Depp keeps the film delightfully off balance with his unpredictable comic weave, bobbing and swaying like a punch-drunk fighter while navigating the solidity of dry land and mumbling his lines like a schizophrenic outpatient. He seems to have stumbled in from his own private movie but fearlessly makes his home in this tale of an Aztec curse that turns a vicious crew of plunderers into the walking dead and a haunted ship that floats in a haze of mist and smoke.
![]() | ||
| Capt. Jack Sparrow (Johnny Depp, left) and Will Turner (Orlando Bloom) join forces to rescue the governor's daughter and Sparrow's ship. | ||
Even Geoffrey Rush, who "arghs" and "mateys" his way through the film like an old Hollywood ham as Sparrow's demonic nemesis, can't wrestle the screen from Depp.

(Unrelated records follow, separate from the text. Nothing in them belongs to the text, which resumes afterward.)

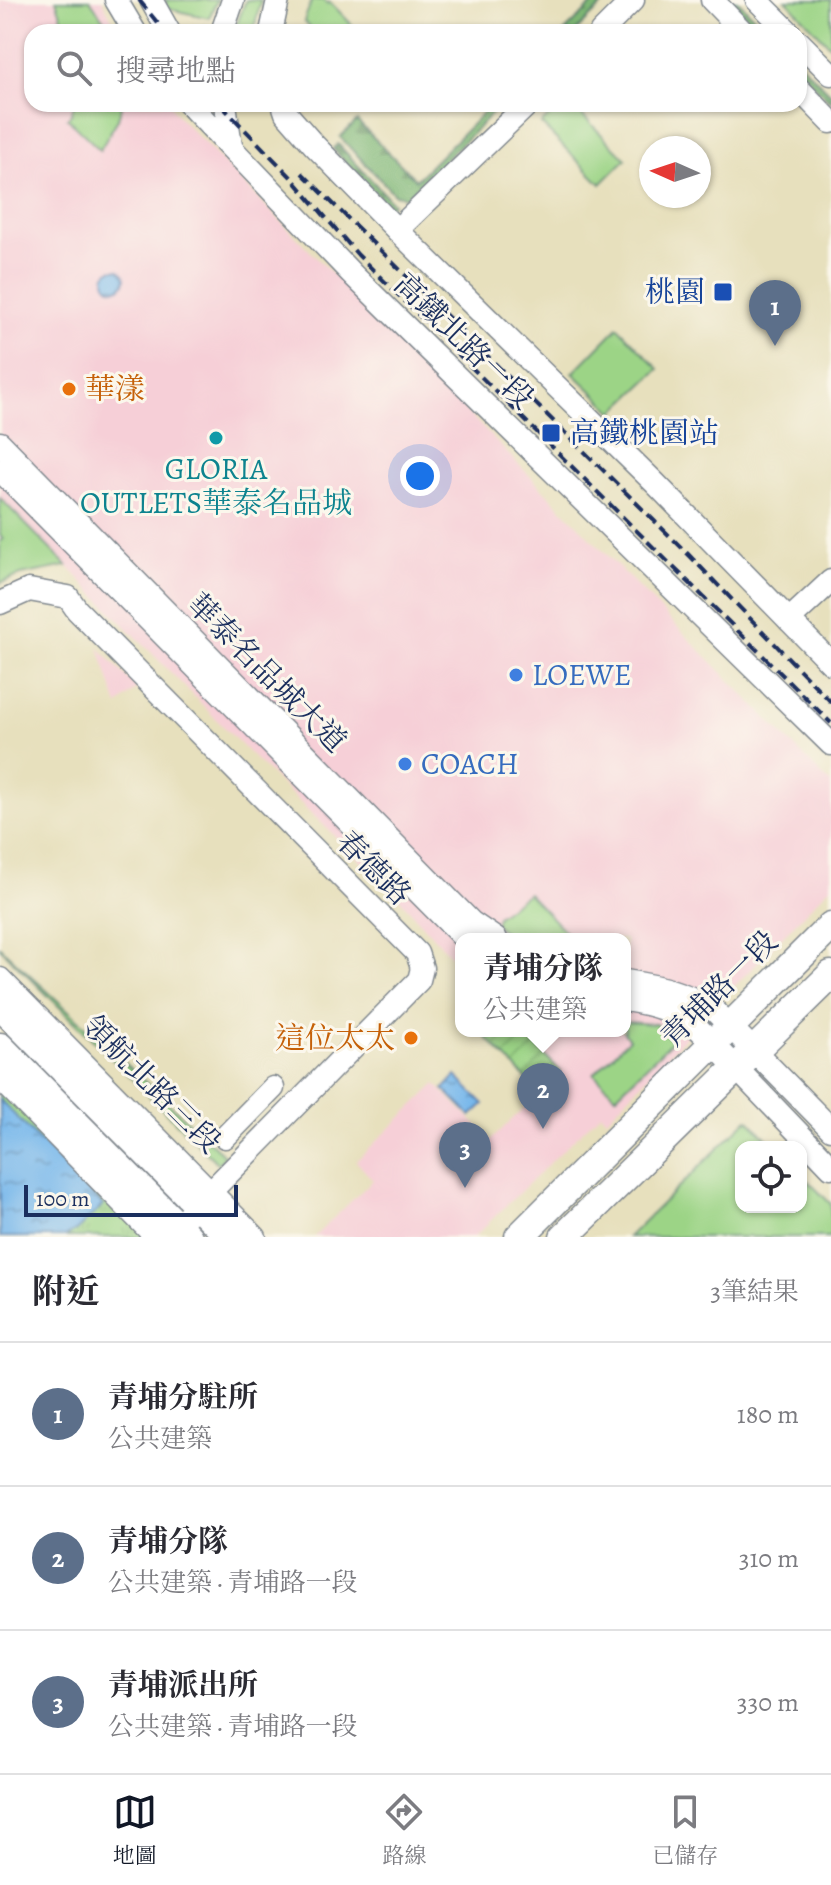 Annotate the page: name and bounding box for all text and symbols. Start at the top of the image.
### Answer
search box [24,24,807,112]
icon: search [52,46,96,90]
text: 搜尋地點 [116,51,236,91]
north arrow [639,136,711,208]
street label: 高鐵北路一段 [385,264,543,418]
place label: 桃園 [645,272,705,312]
pin: 1 [749,280,801,346]
marker: 桃園 [712,281,734,303]
place label: 華漾 [85,369,145,409]
marker: 華漾 [60,380,78,398]
place label: 高鐵桃園站 [569,413,719,453]
marker: 高鐵桃園站 [540,422,562,444]
marker: GLORIA OUTLETS華泰名品城 [207,429,225,447]
place label: GLORIA OUTLETS華泰名品城 [80,449,352,523]
your location [400,456,440,496]
street label: 華泰名品城大道 [179,585,355,761]
place label: LOEWE [532,655,631,695]
marker: LOEWE [507,666,525,684]
place label: COACH [421,744,519,784]
marker: COACH [396,755,414,773]
street label: 春德路 [328,822,420,914]
street label: 青埔路一段 [652,922,786,1056]
popup [455,933,631,1037]
text: 青埔分隊 [483,948,603,988]
text: 公共建築 [483,992,587,1027]
street label: 領航北路三段 [74,1006,230,1162]
place label: 這位太太 [275,1018,395,1058]
marker: 這位太太 [402,1029,420,1047]
pin: 2 [517,1063,569,1129]
pin: 3 [439,1122,491,1188]
map controls [735,1141,807,1213]
button: locate [735,1141,807,1213]
scale bar [24,1181,238,1217]
text: 100 m [36,1184,90,1214]
text: 附近 [32,1268,100,1315]
text: 3筆結果 [710,1274,799,1309]
text: 青埔分駐所 [108,1377,258,1417]
text: 1 [53,1397,63,1432]
text: 180 m [737,1397,799,1432]
text: 公共建築 [108,1421,212,1456]
text: 青埔分隊 [108,1521,228,1561]
text: 2 [52,1541,64,1576]
text: 310 m [739,1541,799,1576]
text: 公共建築 · 青埔路一段 [108,1565,357,1600]
text: 青埔派出所 [108,1665,258,1705]
text: 3 [52,1685,64,1720]
text: 330 m [737,1685,799,1720]
text: 公共建築 · 青埔路一段 [108,1709,357,1744]
tab: 地圖 [113,1790,157,1871]
tab: 路線 [382,1790,426,1871]
tab: 已儲存 [652,1790,718,1871]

Keira Knightley trades in her sports bras and baggy jerseys from "Bend It Like Beckham" for corsets and low-cut gowns to play the headstrong daughter of the blueblood governor (Jonathan Pryce), and Orlando Bloom ("Lord of the Rings") acquits himself nicely as a swordmaker who turns dashing outlaw to rescue the object of his desire from the pirate scourge. The romantic leads match Depp in enthusiasm.
The unexpectedly light touch of director Gore Verbinski ("The Ring") gives the film a playful tone without sinking it into self parody. He's so deft that it's almost shocking when the pirates cut a swath through Her Majesty's Navy (offscreen, of course, to preserve that essential PG-13 rating), while the contrived happy ending and dubious moral (pirates can be good people too) almost swamps the high-spirited lark.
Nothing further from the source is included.